**What is expected:**
Filter the listing below, please, and copy only the lines with the word "canvas".

**Supplied data:**

:::

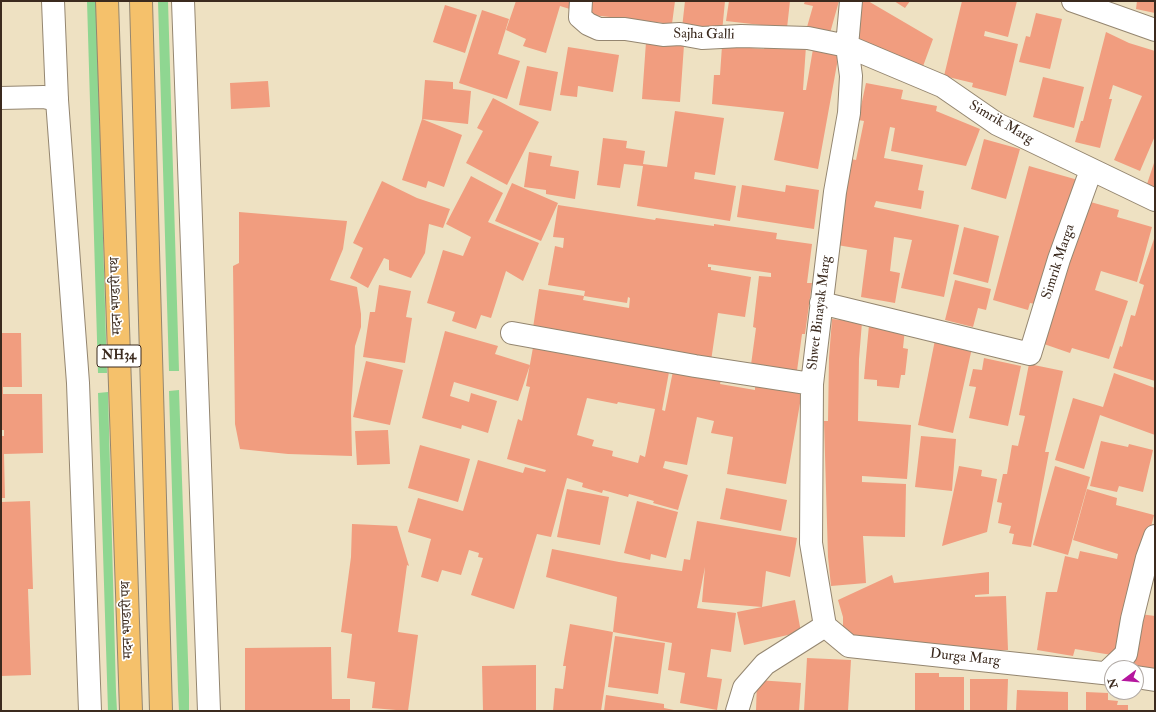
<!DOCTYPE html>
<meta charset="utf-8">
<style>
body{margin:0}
#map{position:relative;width:1156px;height:712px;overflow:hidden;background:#eee1c2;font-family:"IM FELL Double Pica",serif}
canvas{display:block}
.frame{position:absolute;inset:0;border:2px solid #3b2a1e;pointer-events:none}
.north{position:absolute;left:1104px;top:660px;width:40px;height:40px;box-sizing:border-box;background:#fff;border:1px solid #b1aaa5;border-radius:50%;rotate:254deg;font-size:11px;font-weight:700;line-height:16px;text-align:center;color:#3b2a1e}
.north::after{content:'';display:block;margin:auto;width:14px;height:18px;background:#b5179e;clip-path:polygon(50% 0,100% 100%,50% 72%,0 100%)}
</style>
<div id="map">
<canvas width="1156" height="712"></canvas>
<div class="frame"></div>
<div class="north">N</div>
</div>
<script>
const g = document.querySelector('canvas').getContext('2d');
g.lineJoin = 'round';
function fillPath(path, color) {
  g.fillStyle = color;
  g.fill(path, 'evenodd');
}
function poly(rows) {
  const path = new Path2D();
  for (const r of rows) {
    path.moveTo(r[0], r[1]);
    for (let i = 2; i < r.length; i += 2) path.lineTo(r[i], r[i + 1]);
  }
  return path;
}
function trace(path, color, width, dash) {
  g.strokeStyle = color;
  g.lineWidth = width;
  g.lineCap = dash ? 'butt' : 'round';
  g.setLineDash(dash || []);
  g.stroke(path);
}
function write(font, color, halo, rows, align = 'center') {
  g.font = font + ' "IM FELL Double Pica","Noto Serif Devanagari",serif';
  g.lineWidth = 3.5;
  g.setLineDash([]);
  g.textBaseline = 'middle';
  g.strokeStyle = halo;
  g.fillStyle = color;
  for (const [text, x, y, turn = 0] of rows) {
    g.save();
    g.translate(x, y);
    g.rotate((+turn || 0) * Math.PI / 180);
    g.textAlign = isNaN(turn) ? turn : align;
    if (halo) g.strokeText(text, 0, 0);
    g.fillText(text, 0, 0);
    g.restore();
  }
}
const green = poly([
 [87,1,96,1,107,373,98,373],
 [158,1,168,1,179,371,169,371],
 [179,390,189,690,189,711,179,711,178,690,169,391],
 [108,392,116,692,117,711,108,711,98,393]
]);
const building = poly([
 [516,1,576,1,573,10,560,6,546,53,523,46,526,39,506,30],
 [585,1,675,1,672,24,583,14],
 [685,1,725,1,722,32,682,28],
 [729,1,790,1,787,28,726,21],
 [805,1,839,1,830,33,807,27,813,6,804,4],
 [862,1,868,1,933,39,922,69,858,38],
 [894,1,910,1,905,8],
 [962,1,1017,1,1008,37,985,31,984,36,1018,44,1006,96,972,87,973,83,944,76],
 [1137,1,1155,1,1155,13,1136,9],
 [445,5,477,15,465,53,433,42],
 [482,10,509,19,498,54,520,61,507,99,459,83],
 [1036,13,1062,19,1050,69,1019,62,1026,36,1030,37],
 [1106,32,1129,43,1155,51,1155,136,1140,171,1114,160,1142,96,1113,85,1109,99,1112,99,1100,148,1075,142,1081,121,1083,121],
 [646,42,684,45,680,102,642,99],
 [765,43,806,46,803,90,806,90,813,49,839,53,818,169,774,160,784,112,712,104,714,75,720,75,722,46,764,49],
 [568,47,619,55,613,92,578,86,577,97,560,95],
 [527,66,558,72,551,111,519,105],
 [1043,77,1084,87,1074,128,1033,117],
 [425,80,453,82,453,89,471,91,468,124,422,119],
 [268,81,270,107,231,109,230,83],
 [866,83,903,90,901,99,937,106,936,111,980,129,966,166,891,151,895,128,890,127,884,158,923,165,918,190,924,191,921,209,876,201,874,207,959,225,944,297,901,288,912,240,894,237,890,271,900,273,895,303,861,297,867,250,837,245,851,159,856,160,864,121,858,120],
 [493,98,539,122,507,185,466,163,483,131,477,128],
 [675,111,724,118,715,175,695,172,694,179,736,186,730,221,637,206,643,166,624,164,620,188,597,185,603,138,627,141,626,148,645,151,643,164,667,167],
 [422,119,462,135,444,187,428,181,426,188,402,180],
 [984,139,1020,149,1006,199,971,189],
 [529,152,552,156,550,166,579,171,575,199,546,194,546,190,524,187],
 [1155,160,1155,190,1146,187],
 [1029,166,1078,180,1040,305,1030,303,1028,310,993,300],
 [471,176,503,193,488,222,539,243,523,281,506,271,491,318,481,315,476,329,452,321,455,312,427,303,443,250,463,256,471,237,446,224],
 [382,181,417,198,450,209,443,228,429,224,425,253,411,278,389,270,389,260,384,258,368,288,350,278,363,248,353,243],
 [512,183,558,203,541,241,495,221],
 [742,185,785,192,786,185,819,190,814,229,737,217],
 [1087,201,1119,210,1117,217,1152,227,1137,282,1101,271,1095,290,1128,301,1109,359,1072,348,1070,353,1041,343],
 [558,205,655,220,656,218,714,226,714,224,777,233,776,239,812,244,807,283,812,283,805,334,802,334,796,378,750,372,756,328,753,327,759,276,771,277,771,273,708,264,708,267,711,267,711,270,751,277,745,317,718,313,711,361,532,334,539,289,584,296,583,300,629,308,630,298,628,297,627,303,584,296,585,291,548,285,555,246,563,248,564,238,553,237],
 [239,212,347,221,343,249,330,280,357,287,361,314,361,327,355,346,351,412,352,456,288,454,240,449,235,424,233,266,239,263],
 [964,227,999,236,988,283,953,274],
 [1155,236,1155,381,1113,368,1120,346,1122,347,1131,315,1135,316,1144,285,1139,283],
 [955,280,991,289,986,310,978,308,973,327,945,320],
 [379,285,411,291,406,317,412,318,405,363,363,357,370,312,375,312],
 [832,319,862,322,859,359,858,421,911,425,907,479,862,476,862,482,906,484,905,537,863,536,866,583,831,586,828,557,824,421,828,421,829,358],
 [869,325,905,329,903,348,908,349,905,375,901,375,899,388,877,386,877,380,864,379],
 [445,331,498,346,495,354,530,365,518,401,454,382,450,396,469,402,471,393,497,401,488,433,462,425,461,429,422,418],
 [1,333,21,333,22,387,3,387,3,394,42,394,43,453,4,454,5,498,1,498,1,436,4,436,4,430,1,430],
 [935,340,972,348,953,433,918,425],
 [534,342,669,372,662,410,665,411,673,371,721,380,720,384,755,390,755,384,802,392,786,484,727,474,733,437,711,433,714,421,697,417,687,465,665,461,663,468,688,475,678,510,653,503,654,501,629,494,628,497,603,490,602,493,582,487,583,483,567,478,551,537,537,534,514,609,471,595,483,558,478,557,479,553,469,550,461,575,442,570,438,582,421,577,431,539,408,532,418,498,463,511,478,460,523,473,525,467,545,472,546,470,507,459,518,419,522,421,530,387,526,386],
 [587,398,617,404,618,402,655,409,645,457,640,455,638,463,612,456,613,451,592,446,594,440,577,435],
 [984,358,1021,366,1008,426,969,418,976,387,969,386,973,369,982,370],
 [366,361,403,370,390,425,353,417],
 [1029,364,1063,371,1045,452,1049,452,1031,547,1012,544,1014,534,1009,533,1011,526,998,523,1002,503,997,502,1003,474,1007,474,1012,445,1018,446,1025,416,1019,415],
 [1114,373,1155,388,1155,435,1100,415,1084,469,1055,460,1073,398,1103,407],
 [388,430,390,464,357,465,355,431],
 [921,436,956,439,952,491,915,487],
 [1101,441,1128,447,1129,444,1153,450,1143,492,1119,486,1117,492,1090,486],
 [420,445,470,459,458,502,408,488],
 [959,466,982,470,981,476,997,479,987,532,942,546],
 [1055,466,1090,477,1068,555,1033,545],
 [726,488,787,500,781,531,720,519],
 [567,489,609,497,600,545,557,537],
 [1087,489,1117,498,1116,505,1154,515,1118,656,1075,649,1073,656,1037,650,1046,592,1057,592,1065,556,1078,559,1080,551,1117,559,1118,554,1073,540],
 [30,501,33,589,28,589,31,675,1,676,1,502],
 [637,501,678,512,666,558,651,554,650,560,624,553],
 [697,521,797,538,790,577,766,571,762,607,795,600,801,632,744,645,737,612,762,607,702,602,705,567,697,608,736,613,731,652,711,649,707,677,722,679,717,710,680,703,685,673,668,670,672,643,613,632,617,597,546,577,552,549,619,562,682,571,684,559,690,560],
 [352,524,397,526,409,566,407,565,398,632,418,635,408,711,372,708,375,682,347,678,352,634,341,632,351,557],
 [989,572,989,594,975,595,975,597,1006,596,1008,650,978,651,978,648,949,649,948,645,901,647,857,641,843,628,843,617,838,600,892,575,894,583],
 [1140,614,1155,616,1155,670,1131,665],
 [570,624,613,632,601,711,553,711,555,688,563,689,566,666,563,666],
 [615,636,665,643,658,694,608,687],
 [331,647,332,699,350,699,350,711,245,711,245,648],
 [807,658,851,660,848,711,804,711],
 [536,665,536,711,483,711,482,666],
 [915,673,939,673,939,677,964,677,964,711,915,711],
 [970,679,1008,679,1007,711,970,711],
 [757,680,801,683,799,711,756,711],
 [1017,690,1068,692,1068,711,1016,711],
 [1086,692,1108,693,1108,700,1118,701,1117,705,1128,705,1128,711,1086,711],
 [606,695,664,704,664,708,679,711,604,711]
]);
const minor = poly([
 [581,1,580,17,588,24,599,29,625,29,663,35,680,34,702,38,741,36,808,38,847,46,942,86,997,124,1155,200],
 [1073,1,1155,30],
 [1,98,44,97,57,100],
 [821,303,1030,354,1059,259,1091,170],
 [512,333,695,366,812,384],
 [825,626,811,543,812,384,835,192,849,113,851,76,847,46,851,1],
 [825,626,849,646,1112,674],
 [1106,673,1126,654,1132,619,1147,558,1155,536],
 [1136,677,1155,680],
 [737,711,744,688,765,664,825,626]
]);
const tertiary = poly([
 [53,1,57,100,78,383,90,711],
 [183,1,209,711]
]);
const trunk = poly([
 [107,1,131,711],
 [141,1,161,711]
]);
const shields = [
 [119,356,44]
];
const shieldNames = [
 ["NH34",119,356]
];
const streetNames = [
 ["Sajha Galli",704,35,1],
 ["Simrik Marg",1001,123,30],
 ["Simrik Marga",1059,262,-72],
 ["मदन भण्डारी पथ",117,296,-92],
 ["Shwet Binayak Marg",820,313,-83],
 ["मदन भण्डारी पथ",128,620,-92],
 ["Durga Marg",965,658,6]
];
fillPath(green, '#8fd691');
fillPath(building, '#f19d7f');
trace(minor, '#948670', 24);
trace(tertiary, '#948670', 24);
trace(trunk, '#948670', 24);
trace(minor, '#fff', 22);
trace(tertiary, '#fff', 22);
trace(trunk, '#f5c16b', 22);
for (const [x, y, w] of shields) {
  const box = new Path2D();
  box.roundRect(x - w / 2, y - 11, w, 22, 3);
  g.fillStyle = '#fff';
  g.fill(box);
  trace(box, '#3b2a1e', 1);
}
write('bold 13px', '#3b2a1e', null, shieldNames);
write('14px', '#3b2a1e', '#fff', streetNames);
</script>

:::

**Output of the exercise:**
canvas{display:block}
<canvas width="1156" height="712"></canvas>
const g = document.querySelector('canvas').getContext('2d');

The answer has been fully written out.